Pop quiz: in the election of 1860 that preceded the Civil War, how many electoral votes did the Republican, Lincoln, win in the South? Zero. How many did the Democrat, Steven Douglas win?
Also zero.
The South had completely disrupted the party convention and ran its own candidates -- TWO of them, Breckinridge and Bell -- who won ALL of the Southern vote. The schism was going on even then.
Add to this George Wallace, who petitioned Barry Goldwater for a spot as his running mate in 1964 and, when turned down, had to be talked out of running on his own, by Goldwater. Oh btw Goldwater had Klan support too, though he didn't seek it.
Bottom line in this history: for 99 years after the Civil War,
everybody in the South was a Democrat, if they were registered to vote at all. If you ran for office you either (a) ran as a Democrat, or (b) lost the election. That means whether you were a racist or not, you were a Democrat. Because identifying with the "party of Lincoln" was unthinkable. Lincoln, remember, represented "Big" federal government, and had vanquished and humiliated them. The DP represented "states rights" --- you know, the same buzzword later used by George Wallace and Ronald Reagan.
And the whole time the enormous schism between the South (which was always conservative) and the rest of the DP, which morphed into Populist-cum-Liberal with the turn of the century, resulted in two vastly different faces for the same party -- a Democrat in Massachusetts had little or nothing in common with a Democrat in Alabama. And the reason for that is political parties do not operate to represent an ideology -- they operate to win elections, however they can. And if that means morphing with the times, then morph they do. Both the DP and the RP did in fact just that.
Cultural ideologies, on the other hand, tend to stay more fixed. Same South, different Party.
Now on to the CRA history whitewash .... here's the actual vote.
The original House version:
- Southern Democrats: 7–87 (7–93%)
- Southern Republicans: 0–10 (0–100%)
- >>> ALL SOUTHERNERS: 7-97 (6.7%--93.3%)
- Northern Democrats: 145–9 (94 – 6%)
- Northern Republicans: 138–24 (85 – 15%)
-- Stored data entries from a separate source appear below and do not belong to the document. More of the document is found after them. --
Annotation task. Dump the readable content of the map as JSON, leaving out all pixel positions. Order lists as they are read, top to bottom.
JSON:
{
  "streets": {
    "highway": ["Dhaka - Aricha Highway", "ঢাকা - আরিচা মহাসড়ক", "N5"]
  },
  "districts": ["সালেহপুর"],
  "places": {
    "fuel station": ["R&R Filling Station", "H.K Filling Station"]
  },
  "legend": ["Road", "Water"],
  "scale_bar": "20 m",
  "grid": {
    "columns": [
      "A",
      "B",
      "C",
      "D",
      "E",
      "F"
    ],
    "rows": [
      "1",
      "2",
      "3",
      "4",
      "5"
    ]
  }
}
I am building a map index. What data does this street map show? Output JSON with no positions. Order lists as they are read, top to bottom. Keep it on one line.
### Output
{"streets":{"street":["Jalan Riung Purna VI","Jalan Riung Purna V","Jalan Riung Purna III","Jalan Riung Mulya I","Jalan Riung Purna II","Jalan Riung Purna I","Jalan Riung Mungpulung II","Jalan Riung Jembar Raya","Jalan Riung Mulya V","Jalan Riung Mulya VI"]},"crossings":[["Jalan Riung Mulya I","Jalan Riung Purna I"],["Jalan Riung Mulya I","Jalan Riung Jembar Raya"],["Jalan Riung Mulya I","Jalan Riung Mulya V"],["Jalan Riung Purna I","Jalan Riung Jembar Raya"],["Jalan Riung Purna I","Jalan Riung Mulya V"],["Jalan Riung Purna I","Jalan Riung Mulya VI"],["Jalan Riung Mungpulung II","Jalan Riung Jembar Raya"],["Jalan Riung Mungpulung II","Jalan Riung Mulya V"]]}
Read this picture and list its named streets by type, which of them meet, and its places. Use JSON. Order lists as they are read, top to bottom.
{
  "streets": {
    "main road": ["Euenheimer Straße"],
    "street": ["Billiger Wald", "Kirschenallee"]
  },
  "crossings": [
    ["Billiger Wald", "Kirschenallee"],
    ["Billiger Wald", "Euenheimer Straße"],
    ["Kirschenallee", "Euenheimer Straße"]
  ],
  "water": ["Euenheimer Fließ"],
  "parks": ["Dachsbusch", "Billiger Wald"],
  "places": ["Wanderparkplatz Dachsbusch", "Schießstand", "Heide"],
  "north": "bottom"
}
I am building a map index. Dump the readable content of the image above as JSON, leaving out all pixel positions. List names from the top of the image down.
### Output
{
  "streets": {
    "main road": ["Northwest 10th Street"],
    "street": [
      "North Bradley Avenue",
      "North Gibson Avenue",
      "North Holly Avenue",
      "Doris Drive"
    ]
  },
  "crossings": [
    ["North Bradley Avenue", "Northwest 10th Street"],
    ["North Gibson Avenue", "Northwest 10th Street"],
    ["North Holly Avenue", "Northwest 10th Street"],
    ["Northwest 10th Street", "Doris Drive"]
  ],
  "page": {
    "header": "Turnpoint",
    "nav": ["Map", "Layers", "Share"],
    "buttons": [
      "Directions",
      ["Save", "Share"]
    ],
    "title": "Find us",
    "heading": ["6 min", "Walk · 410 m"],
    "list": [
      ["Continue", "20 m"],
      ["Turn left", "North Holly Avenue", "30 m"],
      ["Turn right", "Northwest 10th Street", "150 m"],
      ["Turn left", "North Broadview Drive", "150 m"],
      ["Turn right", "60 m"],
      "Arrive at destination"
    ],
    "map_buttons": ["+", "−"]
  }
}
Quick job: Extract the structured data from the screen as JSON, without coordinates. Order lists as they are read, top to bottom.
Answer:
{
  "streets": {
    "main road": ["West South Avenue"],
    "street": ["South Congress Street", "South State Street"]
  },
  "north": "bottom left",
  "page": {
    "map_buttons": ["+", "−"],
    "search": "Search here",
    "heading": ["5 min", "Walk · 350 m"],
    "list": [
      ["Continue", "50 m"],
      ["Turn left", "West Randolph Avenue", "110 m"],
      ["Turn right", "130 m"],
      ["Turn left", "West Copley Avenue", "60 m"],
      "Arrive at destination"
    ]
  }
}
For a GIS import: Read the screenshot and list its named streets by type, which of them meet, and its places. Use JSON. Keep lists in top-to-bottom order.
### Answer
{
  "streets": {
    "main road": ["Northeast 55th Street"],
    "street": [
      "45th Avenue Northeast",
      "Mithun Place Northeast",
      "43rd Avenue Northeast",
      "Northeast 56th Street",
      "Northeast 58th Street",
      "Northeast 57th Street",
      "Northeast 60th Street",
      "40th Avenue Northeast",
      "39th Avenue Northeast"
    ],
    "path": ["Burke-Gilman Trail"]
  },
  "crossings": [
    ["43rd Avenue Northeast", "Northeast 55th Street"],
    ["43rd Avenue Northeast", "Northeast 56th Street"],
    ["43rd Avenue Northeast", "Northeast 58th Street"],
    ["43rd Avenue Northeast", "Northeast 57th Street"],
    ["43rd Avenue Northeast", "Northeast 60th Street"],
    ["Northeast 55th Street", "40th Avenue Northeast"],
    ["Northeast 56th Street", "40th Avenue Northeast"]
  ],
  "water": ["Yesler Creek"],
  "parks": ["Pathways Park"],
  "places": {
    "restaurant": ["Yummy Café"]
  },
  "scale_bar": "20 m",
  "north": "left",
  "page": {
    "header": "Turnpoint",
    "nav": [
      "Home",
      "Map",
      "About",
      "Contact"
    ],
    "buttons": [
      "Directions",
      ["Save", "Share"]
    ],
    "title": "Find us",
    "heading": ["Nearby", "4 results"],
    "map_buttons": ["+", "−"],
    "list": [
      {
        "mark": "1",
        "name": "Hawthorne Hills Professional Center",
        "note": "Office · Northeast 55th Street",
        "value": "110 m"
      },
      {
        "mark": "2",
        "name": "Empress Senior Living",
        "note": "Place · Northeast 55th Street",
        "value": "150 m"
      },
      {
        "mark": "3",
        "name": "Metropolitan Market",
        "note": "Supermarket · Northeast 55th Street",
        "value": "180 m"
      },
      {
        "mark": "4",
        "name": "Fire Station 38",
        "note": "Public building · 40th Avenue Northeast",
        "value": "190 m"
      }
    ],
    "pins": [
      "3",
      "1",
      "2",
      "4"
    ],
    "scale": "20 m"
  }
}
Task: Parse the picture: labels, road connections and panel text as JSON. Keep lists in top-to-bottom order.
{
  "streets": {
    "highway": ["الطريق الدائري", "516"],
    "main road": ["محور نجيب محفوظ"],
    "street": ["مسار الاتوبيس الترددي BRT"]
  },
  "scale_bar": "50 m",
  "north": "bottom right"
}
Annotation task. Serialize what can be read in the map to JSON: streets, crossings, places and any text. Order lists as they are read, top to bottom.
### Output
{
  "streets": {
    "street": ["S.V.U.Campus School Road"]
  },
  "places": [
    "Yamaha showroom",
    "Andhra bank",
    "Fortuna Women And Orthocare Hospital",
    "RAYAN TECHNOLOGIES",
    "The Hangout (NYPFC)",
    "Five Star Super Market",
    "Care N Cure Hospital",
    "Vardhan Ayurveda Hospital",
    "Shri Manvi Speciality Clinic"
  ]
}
- >>> ALL NORTHERNERS: 283-33 (89.6%--11.4%)
The Senate version:
- Southern Democrats: 1–20 (5–95%)
- Southern Republicans: 0–1 (0–100%)
- Northern Democrats: 45–1 (98–2%)
- Northern Republicans: 27–5 (84–16%)
- ALL SOUTHERNERS: 1--21 (4.5%--95.5%)
- ALL NORTHERNERS: 72--6 (92.3%--7.7%)
Yes, there is a party pattern in that each line shows more support from the D side than the R side. But again, 94 versus 85 on one side is not significant.
But
96 on one side versus 92 on the other side?? You just hit the motherlode. The numbers don't lie; your pattern is clearly there but it's
regional, not "political-party". And
regional, once again for you slow readers, means
cultural.
You take the numbers from the North -- both Dems and Repubs are for it.
You take the numbers from the South -- both Dems and Repubs are agin' it.
It's truly bipartisan in both directions. (!)
And to think people ***** about "gridlock".
And FWIW it was right after this that whiner Strom Thurmond took his balls and went to the unthinkable and joined the RP. Followed by Lott, Helms, Duke and a cast of thousands. Again --- same South, different party.
And yet you wanna play history games with your political party action figures and "the truth about Jim Crow dot org". That's so cute.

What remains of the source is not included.